Our work is inspired by the topology preserving level set method of [14]. This algorithm makes use of digital topology theory for N–D images [2] to detect topology changes during the evolution of level sets. Taking advantage of the fact that the level set functions are solved in a gradient descent manner, and assuming that the change of sign for the pixels only occurs one pixel at a time on the boundary of the evolving objects, the topology of the object can be easily controlled. The advantage of our method over [14] is the speed-up and numerical stability inherent to discrete max-flow methods. In addition, our method has a guaranteed convergence property.

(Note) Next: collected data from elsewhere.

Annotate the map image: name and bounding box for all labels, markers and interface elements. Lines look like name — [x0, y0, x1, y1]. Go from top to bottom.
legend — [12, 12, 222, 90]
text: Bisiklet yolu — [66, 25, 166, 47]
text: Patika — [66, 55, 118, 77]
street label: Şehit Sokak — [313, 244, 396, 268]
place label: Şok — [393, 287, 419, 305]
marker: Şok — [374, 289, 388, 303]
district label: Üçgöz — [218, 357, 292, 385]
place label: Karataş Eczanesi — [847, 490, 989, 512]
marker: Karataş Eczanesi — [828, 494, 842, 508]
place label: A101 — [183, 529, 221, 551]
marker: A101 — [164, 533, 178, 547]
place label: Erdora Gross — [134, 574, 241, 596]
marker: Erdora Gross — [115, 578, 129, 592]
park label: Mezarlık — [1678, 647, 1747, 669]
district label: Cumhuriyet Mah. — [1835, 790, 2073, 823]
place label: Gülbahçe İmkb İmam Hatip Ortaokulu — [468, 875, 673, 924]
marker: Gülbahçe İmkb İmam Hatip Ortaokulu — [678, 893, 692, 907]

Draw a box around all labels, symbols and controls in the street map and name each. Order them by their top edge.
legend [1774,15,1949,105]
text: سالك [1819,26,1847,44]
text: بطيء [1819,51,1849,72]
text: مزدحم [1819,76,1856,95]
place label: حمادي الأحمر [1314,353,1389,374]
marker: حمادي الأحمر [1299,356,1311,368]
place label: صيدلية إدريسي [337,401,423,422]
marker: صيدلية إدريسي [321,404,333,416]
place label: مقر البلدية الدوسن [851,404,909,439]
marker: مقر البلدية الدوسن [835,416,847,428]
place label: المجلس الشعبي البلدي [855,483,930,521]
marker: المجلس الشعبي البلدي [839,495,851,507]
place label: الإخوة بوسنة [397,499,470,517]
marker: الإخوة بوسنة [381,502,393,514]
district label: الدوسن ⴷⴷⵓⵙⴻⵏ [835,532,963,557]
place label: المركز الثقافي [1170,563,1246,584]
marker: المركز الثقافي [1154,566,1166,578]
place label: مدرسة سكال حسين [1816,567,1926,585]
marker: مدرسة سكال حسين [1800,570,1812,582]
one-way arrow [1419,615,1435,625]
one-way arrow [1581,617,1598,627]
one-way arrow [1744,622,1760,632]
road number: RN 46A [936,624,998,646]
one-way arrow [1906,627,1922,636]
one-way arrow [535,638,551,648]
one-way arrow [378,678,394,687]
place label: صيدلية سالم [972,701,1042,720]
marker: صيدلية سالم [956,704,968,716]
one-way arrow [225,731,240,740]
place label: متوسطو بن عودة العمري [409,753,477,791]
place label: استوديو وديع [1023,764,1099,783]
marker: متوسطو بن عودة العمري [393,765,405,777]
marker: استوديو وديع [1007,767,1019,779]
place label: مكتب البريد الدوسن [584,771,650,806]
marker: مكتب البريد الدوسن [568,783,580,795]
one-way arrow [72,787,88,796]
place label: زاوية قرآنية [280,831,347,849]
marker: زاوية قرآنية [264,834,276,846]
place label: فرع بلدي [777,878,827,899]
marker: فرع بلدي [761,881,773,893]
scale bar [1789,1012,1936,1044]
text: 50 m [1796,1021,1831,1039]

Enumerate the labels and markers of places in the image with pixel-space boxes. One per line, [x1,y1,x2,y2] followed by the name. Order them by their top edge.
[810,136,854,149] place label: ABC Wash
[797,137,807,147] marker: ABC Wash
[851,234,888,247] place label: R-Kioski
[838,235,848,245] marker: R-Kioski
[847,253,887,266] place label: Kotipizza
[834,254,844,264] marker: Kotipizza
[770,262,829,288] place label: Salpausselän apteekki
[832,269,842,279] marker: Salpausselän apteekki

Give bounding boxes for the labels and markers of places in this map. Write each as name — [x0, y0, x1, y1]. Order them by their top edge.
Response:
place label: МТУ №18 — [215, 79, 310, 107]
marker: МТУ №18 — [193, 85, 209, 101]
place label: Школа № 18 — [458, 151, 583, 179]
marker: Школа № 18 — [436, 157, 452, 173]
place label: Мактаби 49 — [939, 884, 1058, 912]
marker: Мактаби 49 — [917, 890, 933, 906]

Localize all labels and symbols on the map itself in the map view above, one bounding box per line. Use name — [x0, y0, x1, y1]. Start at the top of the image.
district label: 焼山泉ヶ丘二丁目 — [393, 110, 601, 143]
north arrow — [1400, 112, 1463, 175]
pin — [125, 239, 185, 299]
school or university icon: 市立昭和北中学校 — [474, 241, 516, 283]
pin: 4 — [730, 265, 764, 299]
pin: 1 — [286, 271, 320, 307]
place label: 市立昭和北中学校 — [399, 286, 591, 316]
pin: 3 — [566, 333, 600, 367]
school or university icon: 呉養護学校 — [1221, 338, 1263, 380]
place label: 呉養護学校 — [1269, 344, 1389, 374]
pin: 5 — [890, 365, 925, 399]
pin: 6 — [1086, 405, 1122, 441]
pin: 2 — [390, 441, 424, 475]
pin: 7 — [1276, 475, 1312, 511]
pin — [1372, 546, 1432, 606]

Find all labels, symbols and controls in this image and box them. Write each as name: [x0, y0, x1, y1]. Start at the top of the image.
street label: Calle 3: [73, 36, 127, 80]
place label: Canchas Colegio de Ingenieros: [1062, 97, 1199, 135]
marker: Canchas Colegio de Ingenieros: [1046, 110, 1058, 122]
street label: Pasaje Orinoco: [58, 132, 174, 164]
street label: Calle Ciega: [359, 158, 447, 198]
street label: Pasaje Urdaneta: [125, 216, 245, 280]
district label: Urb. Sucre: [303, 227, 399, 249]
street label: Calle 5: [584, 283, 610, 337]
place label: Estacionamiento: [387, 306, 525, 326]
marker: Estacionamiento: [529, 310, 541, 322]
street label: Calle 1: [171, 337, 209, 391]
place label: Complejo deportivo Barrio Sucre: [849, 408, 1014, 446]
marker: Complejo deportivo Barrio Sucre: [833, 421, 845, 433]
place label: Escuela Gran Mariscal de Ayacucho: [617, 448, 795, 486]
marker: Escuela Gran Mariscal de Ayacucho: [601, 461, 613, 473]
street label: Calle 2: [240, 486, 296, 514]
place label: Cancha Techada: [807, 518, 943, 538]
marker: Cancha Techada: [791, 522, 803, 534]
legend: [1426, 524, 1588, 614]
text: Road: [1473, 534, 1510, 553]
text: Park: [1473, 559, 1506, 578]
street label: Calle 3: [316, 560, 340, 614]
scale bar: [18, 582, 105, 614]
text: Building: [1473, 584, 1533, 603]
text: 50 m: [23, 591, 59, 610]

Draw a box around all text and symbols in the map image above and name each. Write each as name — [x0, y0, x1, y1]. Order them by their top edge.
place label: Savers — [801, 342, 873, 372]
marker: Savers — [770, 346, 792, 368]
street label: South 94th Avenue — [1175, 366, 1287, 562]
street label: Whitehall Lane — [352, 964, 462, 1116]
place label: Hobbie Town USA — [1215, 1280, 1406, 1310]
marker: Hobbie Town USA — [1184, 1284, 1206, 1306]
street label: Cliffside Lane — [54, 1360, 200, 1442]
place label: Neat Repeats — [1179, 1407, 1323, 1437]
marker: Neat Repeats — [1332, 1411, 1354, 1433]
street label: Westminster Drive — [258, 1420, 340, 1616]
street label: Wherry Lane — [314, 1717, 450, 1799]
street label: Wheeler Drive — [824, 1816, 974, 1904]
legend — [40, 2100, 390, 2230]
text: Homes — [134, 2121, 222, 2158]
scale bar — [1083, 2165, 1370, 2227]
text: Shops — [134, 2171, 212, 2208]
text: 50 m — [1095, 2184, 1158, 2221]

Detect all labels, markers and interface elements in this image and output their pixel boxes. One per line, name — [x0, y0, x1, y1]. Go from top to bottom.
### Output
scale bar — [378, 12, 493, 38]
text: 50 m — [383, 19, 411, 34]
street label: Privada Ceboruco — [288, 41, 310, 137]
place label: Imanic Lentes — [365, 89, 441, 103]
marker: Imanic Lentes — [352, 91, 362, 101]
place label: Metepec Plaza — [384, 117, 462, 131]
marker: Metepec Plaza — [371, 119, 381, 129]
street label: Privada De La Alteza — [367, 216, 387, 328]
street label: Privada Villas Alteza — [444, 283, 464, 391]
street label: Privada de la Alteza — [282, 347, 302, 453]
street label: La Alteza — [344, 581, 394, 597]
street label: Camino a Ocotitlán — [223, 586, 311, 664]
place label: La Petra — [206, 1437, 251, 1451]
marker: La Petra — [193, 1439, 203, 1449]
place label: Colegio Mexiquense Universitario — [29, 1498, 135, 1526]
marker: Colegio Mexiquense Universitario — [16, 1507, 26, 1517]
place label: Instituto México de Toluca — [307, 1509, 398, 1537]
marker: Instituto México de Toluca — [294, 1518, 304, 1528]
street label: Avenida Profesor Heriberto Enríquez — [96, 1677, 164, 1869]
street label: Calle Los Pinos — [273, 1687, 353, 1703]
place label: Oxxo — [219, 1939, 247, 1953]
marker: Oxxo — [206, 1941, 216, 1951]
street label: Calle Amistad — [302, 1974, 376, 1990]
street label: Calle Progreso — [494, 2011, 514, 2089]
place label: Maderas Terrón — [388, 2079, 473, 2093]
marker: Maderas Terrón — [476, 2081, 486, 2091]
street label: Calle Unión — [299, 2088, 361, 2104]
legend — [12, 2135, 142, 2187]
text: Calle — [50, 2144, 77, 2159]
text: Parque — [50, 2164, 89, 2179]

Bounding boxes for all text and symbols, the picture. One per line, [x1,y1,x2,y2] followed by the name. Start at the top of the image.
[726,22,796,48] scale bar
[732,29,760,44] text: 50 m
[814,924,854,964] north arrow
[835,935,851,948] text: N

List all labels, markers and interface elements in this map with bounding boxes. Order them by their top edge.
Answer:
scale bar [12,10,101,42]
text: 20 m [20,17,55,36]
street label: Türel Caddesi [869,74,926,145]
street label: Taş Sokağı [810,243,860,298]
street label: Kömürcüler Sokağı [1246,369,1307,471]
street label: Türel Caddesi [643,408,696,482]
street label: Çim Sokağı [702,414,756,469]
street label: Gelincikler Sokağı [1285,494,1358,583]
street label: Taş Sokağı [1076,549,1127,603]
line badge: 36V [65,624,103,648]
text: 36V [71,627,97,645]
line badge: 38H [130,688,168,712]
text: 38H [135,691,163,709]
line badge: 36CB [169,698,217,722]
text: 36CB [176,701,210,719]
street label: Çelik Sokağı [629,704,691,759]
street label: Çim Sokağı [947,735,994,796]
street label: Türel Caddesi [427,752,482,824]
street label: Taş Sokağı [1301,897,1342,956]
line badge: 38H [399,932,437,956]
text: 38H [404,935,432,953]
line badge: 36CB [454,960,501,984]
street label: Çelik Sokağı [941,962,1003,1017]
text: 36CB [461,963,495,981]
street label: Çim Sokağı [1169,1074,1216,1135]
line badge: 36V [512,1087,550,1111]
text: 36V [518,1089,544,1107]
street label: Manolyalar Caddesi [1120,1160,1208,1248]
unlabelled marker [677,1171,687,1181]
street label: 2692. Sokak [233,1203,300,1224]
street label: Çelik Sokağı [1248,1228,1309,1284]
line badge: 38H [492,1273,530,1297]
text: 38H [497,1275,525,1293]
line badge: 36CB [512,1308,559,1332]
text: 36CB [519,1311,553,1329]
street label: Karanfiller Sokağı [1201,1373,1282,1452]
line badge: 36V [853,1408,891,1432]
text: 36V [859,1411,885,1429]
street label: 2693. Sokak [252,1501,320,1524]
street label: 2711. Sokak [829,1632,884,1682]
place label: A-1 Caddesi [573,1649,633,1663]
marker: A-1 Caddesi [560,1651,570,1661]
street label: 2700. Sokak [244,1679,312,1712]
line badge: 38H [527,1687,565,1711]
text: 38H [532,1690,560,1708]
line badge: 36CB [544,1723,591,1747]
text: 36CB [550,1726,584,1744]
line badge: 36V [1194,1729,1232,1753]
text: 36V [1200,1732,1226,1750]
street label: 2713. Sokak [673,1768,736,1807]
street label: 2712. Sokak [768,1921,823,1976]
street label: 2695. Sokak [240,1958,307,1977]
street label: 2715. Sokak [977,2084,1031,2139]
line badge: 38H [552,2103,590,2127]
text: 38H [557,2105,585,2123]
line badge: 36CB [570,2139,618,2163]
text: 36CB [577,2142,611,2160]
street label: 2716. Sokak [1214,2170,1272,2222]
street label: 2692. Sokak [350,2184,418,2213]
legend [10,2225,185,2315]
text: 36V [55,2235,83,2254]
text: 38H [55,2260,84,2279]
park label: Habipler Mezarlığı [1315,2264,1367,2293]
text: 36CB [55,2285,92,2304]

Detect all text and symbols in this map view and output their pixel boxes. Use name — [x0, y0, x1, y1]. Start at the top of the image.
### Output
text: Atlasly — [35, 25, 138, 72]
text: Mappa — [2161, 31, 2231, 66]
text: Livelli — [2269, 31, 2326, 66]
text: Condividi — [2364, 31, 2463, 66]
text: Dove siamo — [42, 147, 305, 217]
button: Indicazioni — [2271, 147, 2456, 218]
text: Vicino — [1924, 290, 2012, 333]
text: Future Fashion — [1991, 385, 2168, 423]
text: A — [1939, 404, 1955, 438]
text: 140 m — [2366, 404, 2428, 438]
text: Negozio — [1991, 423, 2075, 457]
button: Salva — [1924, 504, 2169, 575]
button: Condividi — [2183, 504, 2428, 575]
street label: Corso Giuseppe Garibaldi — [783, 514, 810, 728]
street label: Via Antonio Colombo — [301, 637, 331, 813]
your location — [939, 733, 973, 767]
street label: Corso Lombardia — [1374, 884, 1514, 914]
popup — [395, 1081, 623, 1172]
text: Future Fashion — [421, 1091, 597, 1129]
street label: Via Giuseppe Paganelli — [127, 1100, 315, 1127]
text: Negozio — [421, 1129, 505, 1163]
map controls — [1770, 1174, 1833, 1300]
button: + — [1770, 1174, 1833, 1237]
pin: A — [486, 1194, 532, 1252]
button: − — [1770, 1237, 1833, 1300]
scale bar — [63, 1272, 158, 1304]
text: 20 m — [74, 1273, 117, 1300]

However, transferring the idea of topology preserving evolution from the continuous level sets algorithm to the discrete graph-based algorithm is not straightforward. The main difficulty lies in the fact that previous graph-cut implementations [1], [5], [15] are inherently topology-free and thus not conductive to topology considerations during the search of max-flow. To make these consideration possible for the discrete graph-based algorithm, we introduce the following elements.
- (1)
An F/B label attribute is introduced to explicitly handle the topology property in the image. This resolves an ambiguity in the existing graph cuts algorithms, i.e., it is possible that the labels for a subset of the graph’s nodes can be changed without changing the optimal solution (multiple solutions for the energy minimization problem). Existing algorithms set these nodes’ labels to a default label, which unavoidably leads to topological errors.
- (2)
An initialization step is used to provide the graph with initial topology information.
- (3)
The computation of max-flow is divided into inter-label and intra-label stages, to facilitate the propagation of topology information during the search for the minimum of the energy function.
- (4)
A distance map (function) which keeps track of the nodes that are closest to the current boundary between the different label sets is set in the beginning and is updated during the computation.
- (5)
To efficiently insert and extract nodes on the current evolving boundary (the level set of the distance map), we use the bucket priority queue data structure [9], [11], which only requires time of O(1) complexity for each insertion and extraction operation. Hence, there is no loss of efficiency compared to the previous graph-cut algorithms. Our algorithm shares the same complexity with the widely used graph-cut implementation [5], and in practice it runs in comparable speed.
The contributions of this paper can be summarized as follows:
- •
To the best of our knowledge, this is the first work that incorporates a global topology prior into the design of the discrete graph-based min-cut/max-flow algorithms.
- •
We prove that enforcing global optimality of the solution while considering topology constraints is NP-hard. That means any algorithm that enforces topology constraints either interactively or automatically can not obtain the global optimum.
- •
In the design of our algorithm, we combine concepts from the level-set literature (such as distance maps and level-set evolution [24], [25]) into an efficient discrete graph-based algorithm. The techniques we use here are general and define a new way of incorporating geometric prior knowledge into the existing graph-cut models/algorithms such as curvature or shape priors.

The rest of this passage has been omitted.